CHARMM-GUI PACE CG Builder for Solution, Micelle, and Bilayer Coarse-Grained Simulations

By Yifei Qi, Xi Cheng, Wei Han, Sunhwan Jo, Klaus Schulten, and Wonpil Im.

Published in Journal of Chemical Information and Modeling 54(3) on March 4, 2014 (online publication date). PMID: 24624945. PMCID: PMCID3985889. Link to publication page.
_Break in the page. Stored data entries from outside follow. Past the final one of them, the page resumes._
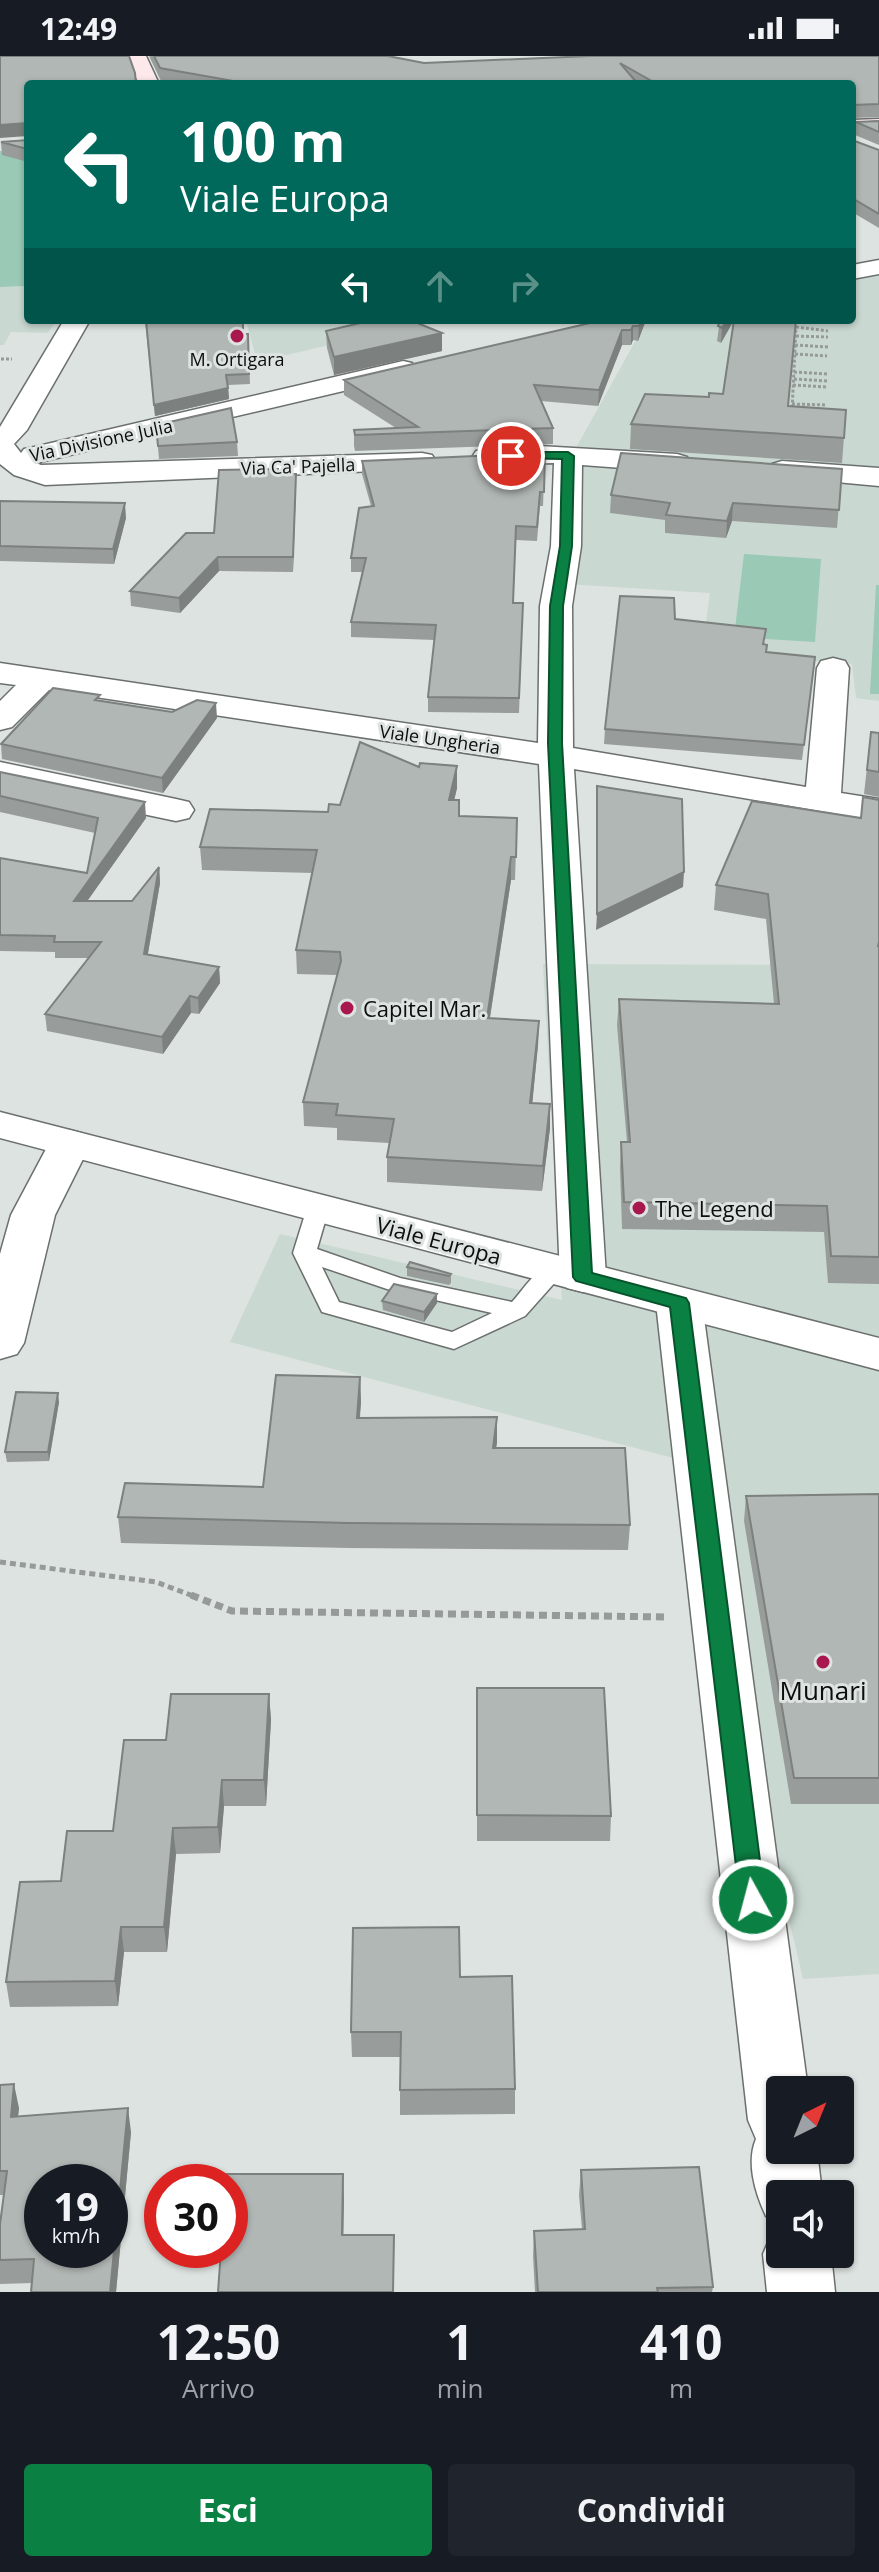 <!DOCTYPE html>
<html lang="it">
<style>
body{margin:0;font-family:"Open Sans",sans-serif;background:#20242c;color:#f1f3f6;height:100vh;display:flex;flex-direction:column;font-size:30px;white-space:nowrap}
*{box-sizing:border-box;margin:0}
p{font-size:26px;color:#9ea1a6}
.icon{flex:none;width:44px;height:44px;fill:none;stroke:currentColor;stroke-width:2;stroke-linecap:round;stroke-linejoin:round}
.map{position:relative;height:2236px;overflow:hidden}
.panel{display:flex;flex-direction:column;background:#171b24;flex:1}
.panel>*{flex:none}
.guide{position:absolute;left:24px;top:24px;width:832px;height:244px;border-radius:8px;box-shadow:0 2px 6px #0004;background:#00695c;color:#fff;overflow:hidden}
.needle{width:52px;rotate:43deg}
.tools{position:absolute;left:766px;top:2020px;display:grid;gap:16px}
.tools a{display:grid;place-items:center;width:88px;height:88px;border-radius:8px;background:#171b24;box-shadow:0 2px 6px #0004;font-size:40px}
.speed{position:absolute;left:24px;top:2108px;display:flex;gap:16px;font-size:40px;font-weight:700;text-align:center}
.speed>*{display:grid;place-content:center;width:104px;height:104px;border-radius:50%;background:#171b24;box-shadow:0 2px 6px #0004;line-height:1}
.speed small{font-size:20px;font-weight:400}
.speed .limit{border:12px solid #d22;background:#fff;color:#111}
.pin{position:absolute;display:grid;place-items:center;width:68px;height:68px;color:#fff;margin:-34px;border:4px solid #fff;border-radius:50%;box-shadow:0 2px 8px #0007}
.me{position:absolute;width:88px;margin:-44px;rotate:353deg;stroke-linejoin:round;filter:drop-shadow(0 0 6px #0008)}
.turn{display:flex;align-items:center;gap:28px;height:168px;padding:0 24px;font-size:36px}
.turn .icon{width:104px;height:104px;stroke-width:2.5}
.turn b{display:block;font-size:56px;line-height:68px}
.lanes{display:flex;align-items:center;height:76px;padding:0 24px;background:#0003;justify-content:center;gap:40px;direction:ltr}
.lanes .off{opacity:.35}
.eta{display:flex;justify-content:space-evenly;align-items:center;height:136px;text-align:center}
.eta b{font-size:48px;font-weight:700;line-height:56px}
.action{display:flex;gap:16px;margin-top:auto;padding:16px 24px}
.action a{flex:1;height:92px;border-radius:8px;background:#0b8043;color:#fff;font-size:32px;font-weight:700;line-height:92px;text-align:center}
.action a+a{background:#20242c;color:#f1f3f6}
.status{display:flex;justify-content:space-between;align-items:center;height:56px;padding:0 40px;background:#171b24;direction:ltr}
.status svg{height:22px;fill:currentColor}
.map>svg:first-child{display:block}
.built{fill:#cad8d2}
.green{fill:#9ac9b5}
.lines{fill:none;stroke-linecap:round;stroke-linejoin:round}
.service-casing{stroke:#6b706e;stroke-width:3}
.minor-casing{stroke:#6b706e;stroke-width:3}
.tertiary-casing{stroke:#6b706e;stroke-width:3}
.secondary-casing{stroke:#6b706e;stroke-width:3}
.path-far2{stroke:#969a98;stroke-width:3;stroke-dasharray:3 2;stroke-linecap:butt}
.path-far1{stroke:#969a98;stroke-width:5;stroke-dasharray:6 4;stroke-linecap:butt}
.path{stroke:#969a98;stroke-width:7;stroke-dasharray:8 5;stroke-linecap:butt}
.service{fill:#fff;fill-rule:evenodd}
.minor{fill:#fff;fill-rule:evenodd}
.tertiary{fill:#fff;fill-rule:evenodd}
.secondary{fill:#fde8ec;fill-rule:evenodd}
.wall{fill:#989d9b}
.shaded-wall{fill:#7c807e}
.building{fill:#b1b7b4;stroke:#7c807e;stroke-width:2;fill-rule:evenodd}
.route{fill:#0b8043;stroke:#07532c;stroke-width:2}
.poi-dot{fill:#a9174f;stroke:#dde3e0;stroke-width:3}
.labels{text-anchor:middle;dominant-baseline:central;stroke-width:6;stroke-linejoin:round;paint-order:stroke}
.far-poi-label{font-size:18px;fill:#0c0e0d;stroke:#dde3e0}
.far-street-label{font-size:18px;fill:#0c0e0d;stroke:#dde3e0}
.poi-label{font-size:22px;fill:#0c0e0d;stroke:#dde3e0;text-anchor:start}
.street-label{font-size:22px;fill:#0c0e0d;stroke:#dde3e0}
.near-poi-label{font-size:26px;fill:#0c0e0d;stroke:#dde3e0}
</style>
<div class="status"><b>12:49</b><svg viewBox="0 0 49 12"><path d="M0 12V9h3v3zM5 12V6h3v6zM10 12V3h3v9zM15 12V0h3v12zM26 1h20v11H26zM47 4h2v5h-2z"/></svg></div>
<div class="map">
<svg width="879" height="2236" viewBox="0 0 879 2236">
<rect width="100%" height="100%" fill="#dde3e0"/>
<!-- built -->
<path class="built" d="M879,219V645L856,642L852,608L702,596L710,537L550,527L572,399L647,264H852V224Z
M28,230V264H57L48,277L11,276L4,289H0V231Z
M246,264H441L443,267L405,271L257,306Z
M543,908L879,909V1918L803,1923L681,1404L230,1286L280,1178L562,1244Z"/>
<!-- green -->
<path class="green" d="M0,95H28V230L0,231Z
M744,498L821,503L815,586L734,581Z
M876,529H879V638H870Z"/>
<g class="lines">
<!-- service casing -->
<g class="service-casing">
<path id="service" d="M318,1145L326,1147L329,1152L317,1193L400,1222L512,1246C525,1232 541,1203 562,1209L566,1214L525,1260L454,1293L322,1256L293,1197L307,1152L310,1147ZM322,1211L387,1233L492,1257L452,1276L339,1246Z"/>
</g>
<!-- minor casing -->
<g class="minor-casing">
<path id="minor" d="M879,204V218L852,223V209Z
M64,264H90L27,374L14,388L21,397L24,393L34,391L403,305L412,307L416,313L412,319L403,321L36,407L41,409L422,397L432,399L436,405L432,411L422,413L45,429L14,419L0,408V371Z
M539,390L677,398L687,401L691,407L687,413L677,416L582,409L581,490L572,550L573,692L806,731L817,612L821,605L833,602L845,605L849,612L841,737L879,743V765L574,713L606,1221L599,1232L583,1236L567,1232L560,1221L539,708L49,634L12,671L0,674V645L16,629L0,627V607L538,687L540,550L551,490L554,407L486,409L476,407L472,401L476,395Z
M782,405L879,412V430L772,420L768,414L772,408Z
M0,706L176,743L189,746L194,754L189,762L176,765L0,728Z
M69,1074L84,1078L91,1087L55,1159L24,1287L17,1298L0,1303V1198L11,1159L54,1078Z
M679,1232L696,1236L702,1247L808,2034H780V2094H817L822,2138H780V2165L766,2160C755,2137 746,2106 756,2083L748,2064L656,1247L662,1236Z
M780,2173V2198H831L835,2236H767L763,2198L773,2175Z"/>
</g>
<!-- tertiary casing -->
<g class="tertiary-casing">
<path id="tertiary" d="M0,1056L879,1282V1314L0,1082Z"/>
</g>
<!-- secondary casing -->
<g class="secondary-casing">
<path id="secondary" d="M126,0H146L159,28H139Z
M879,63V75L852,76V64Z"/>
</g>
<!-- path-far2 -->
<path class="path-far2" d="M789,269L796,271L792,356
M796,271L828,275
M796,280L828,281
M795,289L828,291
M795,298L827,300
M1,303H12
M794,316L828,318
M794,323L828,325
M793,329L827,331
M792,348L827,349"/>
<!-- path-far1 -->
<path class="path-far1" d="M0,1506L156,1526L196,1541"/>
<!-- path -->
<path class="path" d="M191,1539L232,1555L668,1561"/>
<!-- service -->
<use href="#service" class="service"/>
<!-- minor -->
<use href="#minor" class="minor"/>
<!-- tertiary -->
<use href="#tertiary" class="tertiary"/>
<!-- secondary -->
<use href="#secondary" class="secondary"/>
</g>
<!-- wall -->
<path class="wall" d="M149,0H388L424,7L879,0V61L852,62V28H179L161,25Z
M879,64V89L855,79L856,66Z
M28,84V106L2,99L1,86Z
M852,84L879,94V172L852,156Z
M145,264L225,267L244,278H248L250,328L228,329L229,343L155,360Z
M646,264L638,285L633,284L631,289H622L598,350L541,345L553,372V388L355,395L354,390V374L396,372L344,339V324Z
M720,264H796L788,350L846,354L842,407L630,393L631,368L709,341L723,338L734,264L721,287L717,285Z
M326,275L442,295L334,319L327,292Z
M156,369L237,386L238,400L159,403Z
M545,397L543,450H540L537,485L516,484L513,547H523L519,657L428,656V641L435,584L351,581V566L362,516H351V502L371,450L362,418V405Z
M842,413L837,472L732,465L726,482L665,477V464L610,457L611,439Z
M278,418H296L293,516L219,515L180,557L131,550L130,535L214,477Z
M0,445L126,462L114,508L0,505Z
M675,563L767,589V596L815,601L802,704L604,688L605,673Z
M100,645L172,656L217,662L163,737L2,703L1,688Z
M871,676L879,677V741L864,738Z
M457,710V732L454,744L459,760L517,762L515,824H511L490,962L539,965L538,989L532,1047L550,1072L542,1135L387,1126V1101L389,1087L337,1084V1072L304,1070L303,1046L337,919L297,918L296,894L313,817L202,814L200,791L328,756L419,711Z
M0,716L146,762L87,845H132L159,811L160,827L148,898L219,911L220,927L199,958L191,957L163,998L47,975L45,958L88,902H55V896L0,895V802L87,817L95,777L0,756Z
M879,744V1228L828,1227L824,1176L622,1173L620,1112L621,1086H627L617,969L619,943L774,948L766,863L714,854L716,829L861,762Z
M407,1211L451,1218V1227L449,1229L407,1220Z
M382,1245L437,1247L424,1266L383,1254Z
M360,1321L361,1346L360,1362L497,1386L496,1392L630,1469L628,1494L349,1492L121,1487L118,1461L263,1431Z
M59,1346L49,1405L7,1406L5,1396Z
M879,1438V1748H791L744,1465L746,1440Z
M477,1632L611,1760L610,1785H477Z
M269,1638L271,1664L266,1750H224L220,1797L176,1798L167,1896H124L118,1950L10,1951L6,1926L61,1825L113,1775L166,1684Z
M460,1921L515,2033V2058L400,2059V2001H352L351,1976Z
M0,2029L19,2052L18,2060L131,2076L116,2236H31L32,2227L0,2228V2168L4,2139H0Z
M581,2114L713,2231L712,2236H535L533,2200L534,2175L582,2173L579,2139Z"/>
<!-- shaded-wall -->
<path class="shaded-wall" d="M27,67L28,80L0,82V69Z
M641,264H646L638,285L639,270Z
M727,264H734L721,287L722,272Z
M633,270V284L631,289V274Z
M622,274V289L598,350L599,334Z
M442,277V295L334,319V301Z
M228,332L229,343L155,360L154,349Z
M296,418V432L293,516V501Z
M125,447L126,462L114,508L113,493Z
M733,447L732,465L726,482L727,465Z
M218,501L219,515L180,557L179,542Z
M216,647L217,662L163,737L162,722Z
M457,710V732L449,767V744Z
M145,746L146,762L76,861L74,845Z
M511,801V824L486,986L487,962Z
M159,811L160,827L145,914L144,898Z
M684,816L683,831L596,874L597,858Z
M219,911L220,927L199,958L198,942Z
M190,940L191,957L163,998L162,981Z
M539,965L538,989L530,1071V1047Z
M550,1048V1072L542,1135L543,1110Z
M437,1238V1247L424,1266V1256Z
M360,1321L361,1346L357,1387V1362Z
M58,1337L59,1346L49,1405L48,1396Z
M497,1361V1386L492,1417L493,1392Z
M269,1638L271,1664L266,1750L264,1724Z
M222,1724L224,1750L220,1797L218,1771Z
M173,1772L176,1798L167,1896L164,1871Z
M121,1871L124,1896L118,1950L115,1925Z
M14,2028L19,2052L15,2085L11,2061Z
M128,2052L131,2076L116,2236H110Z
M343,2118L344,2143L343,2204L342,2179Z"/>
<!-- building -->
<path class="building" d="M0,0H129L135,17L136,28H28V68L27,67L0,69Z
M154,0H388L424,7L590,0H879V48L852,49V28H657L620,7L638,28H250L160,12Z
M879,65V76L856,66Z
M28,84V93H27L1,86Z
M852,84L879,94V158L852,142Z
M146,264H222L221,267H243V278H248L249,318L226,319L228,332L154,349Z
M373,264H410L442,277L334,301L326,275Z
M603,264H641L639,270H633L631,274H622L599,334L534,329L553,372L355,379L354,374L418,371L344,324Z
M720,264H727L722,272L718,270Z
M734,264H796L788,350L846,354L844,382L631,368L645,338L709,341V337L723,338Z
M231,352L237,386L158,390L156,369Z
M545,397L544,436H540L537,471L516,470L513,547H523L519,642L428,641L436,569L351,566L366,502H351L359,452L374,450L362,405Z
M621,397L842,413L839,454L733,447L727,465L666,459L670,447L611,439Z
M278,413V418H296L293,501H218L179,542L130,535L186,477H214L219,414Z
M0,445L125,447L113,493L0,490Z
M620,540L674,542L675,563L766,573L763,588L767,589L766,596L815,601L804,689L605,673Z
M53,632L100,639L95,644L172,656L197,644L216,647L162,722L1,688Z
M871,676L879,677V716L867,714Z
M360,686L419,711L420,707L457,710L449,744H459V760L517,762L516,801H511L487,962L539,965L530,1047L550,1048L543,1110L387,1101L394,1063L336,1059L338,1048L303,1046L341,905L340,896L296,894L317,794L200,791L210,753L328,756L329,748L340,749Z
M0,716L145,746L74,845H132L159,811L144,898L219,911L198,942L190,940L162,981L45,958L101,886H54L55,880L0,879V802L87,817L98,762L0,740Z
M597,730L682,743L684,816L597,858Z
M863,741L879,744V886L878,890H879V1201L831,1200L827,1150L624,1146L621,1086H630L619,943L779,948L768,838L716,829L752,745L861,762Z
M410,1206L451,1218L449,1220L407,1211Z
M394,1228L437,1238L424,1256L382,1245Z
M276,1319L360,1321L357,1362L497,1361L493,1392H625L630,1469L348,1467L118,1461L125,1427L263,1431Z
M16,1336L58,1337L48,1396H5Z
M879,1438V1722H794L746,1440Z
M477,1632H604L611,1760L477,1759Z
M171,1638H269L264,1724H222L218,1771L173,1772L164,1871H121L115,1925L6,1926L20,1826L61,1825L67,1775H113L124,1684H166Z
M459,1871L460,1921L512,1920L515,2033L400,2034L401,1976H351L353,1872Z
M14,2028L11,2061L128,2052L110,2236H31L34,2203L0,2204V2168L7,2115H0V2029ZM42,2126H110V2194H42Z
M699,2111L713,2231L657,2232L658,2236H538L534,2175L585,2173L581,2114Z
M227,2118H343L342,2179H394L393,2236H218L221,2194H230V2126H226Z"/>
<!-- route -->
<path class="route" d="M511,396H568L574,400L572,490L563,550L562,687L592,1217L686,1242L689,1247L765,1844L762,1851L753,1854L744,1851L740,1844L670,1251L576,1225L573,1221L548,687L550,550L560,490L562,403L506,402V397Z"/>
<!-- markers -->
<g class="poi-dot">
<circle cx="237" cy="280" r="8"/>
<circle cx="347" cy="952" r="8"/>
<circle cx="639" cy="1152" r="8"/>
<circle cx="823" cy="1606" r="8"/>
</g>
<g class="labels">
<!-- far-poi labels -->
<g class="far-poi-label">
<text x="237" y="303">M. Ortigara</text>
</g>
<!-- far-street labels -->
<g class="far-street-label">
<text transform="translate(101 384) rotate(-12)">Via Divisione Julia</text>
<text transform="translate(298 410) rotate(-2)">Via Ca' Pajella</text>
<text transform="translate(440 683) rotate(8)">Viale Ungheria</text>
</g>
<!-- poi labels -->
<g class="poi-label">
<text x="363" y="952">Capitel Mar.</text>
<text x="655" y="1152">The Legend</text>
</g>
<!-- street labels -->
<g class="street-label">
<text transform="translate(439 1184) rotate(15)">Viale Europa</text>
</g>
<!-- near-poi labels -->
<g class="near-poi-label">
<text x="823" y="1634">Munari</text>
</g>
</g>
</svg>
<div class="tools">
<a><svg class="needle" viewBox="-14 -14 28 28"><path d="M0-13l5 13h-10z" fill="#e53935"/><path d="M0 13l5-13h-10z" fill="#9ea1a6"/></svg></a>
<a><svg class="icon" aria-label="sound" viewBox="0 0 24 24"><path d="M4 9h4l5-4v14l-5-4H4zM17 9q2 3 0 6"/></svg></a>
</div>
<div class="speed"><div>19<small>km/h</small></div><div class="limit">30</div></div>
<div class="pin" style="left:511px;top:400px;background:#d93025"><svg class="icon" aria-label="arrive" viewBox="0 0 24 24"><path d="M6 21V4h12l-3 4 3 4H6"/></svg></div>
<svg class="me" style="left:753px;top:1844px" viewBox="-20 -20 40 40"><circle r="17" fill="#0b8043" stroke="#fff" stroke-width="3"/><path d="M0-11L8 9 0 5-8 9z" fill="#fff"/></svg>
<div class="guide">
<div class="turn"><svg class="icon" aria-label="left" viewBox="0 0 24 24"><path d="M17 20v-9H6M10 6l-5 5 5 5"/></svg><div><b>100 m</b>Viale Europa</div></div>
<div class="lanes"><svg class="icon" aria-label="left" viewBox="0 0 24 24"><path d="M17 20v-9H6M10 6l-5 5 5 5"/></svg><svg class="icon off" aria-label="ahead" viewBox="0 0 24 24"><path d="M12 20V5M6 11l6-6 6 6"/></svg><svg class="icon off" aria-label="right" viewBox="0 0 24 24"><path d="M7 20v-9h11M14 6l5 5-5 5"/></svg></div>
</div>
</div>
<section class="panel">
<div class="eta">
<div><b>12:50</b><p>Arrivo</p></div>
<div><b>1</b><p>min</p></div>
<div><b>410</b><p>m</p></div>
</div>
<div class="action"><a>Esci</a><a>Condividi</a></div>
</section>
Core Facility: Computational Modeling

Abstract

Coarse-grained (CG) and multiscale simulations are widely used to study large biological systems. However, preparing the simulation system is time-consuming when the system has multiple components, because each component must be arranged carefully as in protein/micelle or protein/bilayer systems. We have developed CHARMM-GUI PACE CG Builder for building solution, micelle, and bilayer systems using the PACE force field, a united-atom (UA) model for proteins, and the Martini CG force field for water, ions, and lipids. The robustness of PACE CG Builder is validated by simulations of various systems in solution (α3D, fibronectin, and lysozyme), micelles (Pf1, DAP12-NKG2C, OmpA, and DHPC-only micelle), and bilayers (GpA, OmpA, VDAC, MscL, OmpF, and lipid-only bilayers for six lipids). The micelle’s radius of gyration, the bilayer thickness, and the per-lipid area in bilayers are comparable to the values from previous all-atom and CG simulations. Most tested proteins have root-mean squared deviations of less than 3 Å. We expect PACE CG Builder to be a useful tool for modeling/refining large, complex biological systems at the mixed UA/CG level.

Figures

Figure 2. Solution systems of (A) α3D, (B) fibronectin, (C) lysozyme, and (D) their RMSD time-series. Sodium and chloride ions are in blue and green spheres.



Figure 4. Contact frequency of residues in Pf1 to water, detergent head, and tail groups from (A) PACE CG and (B) all-atom simulations.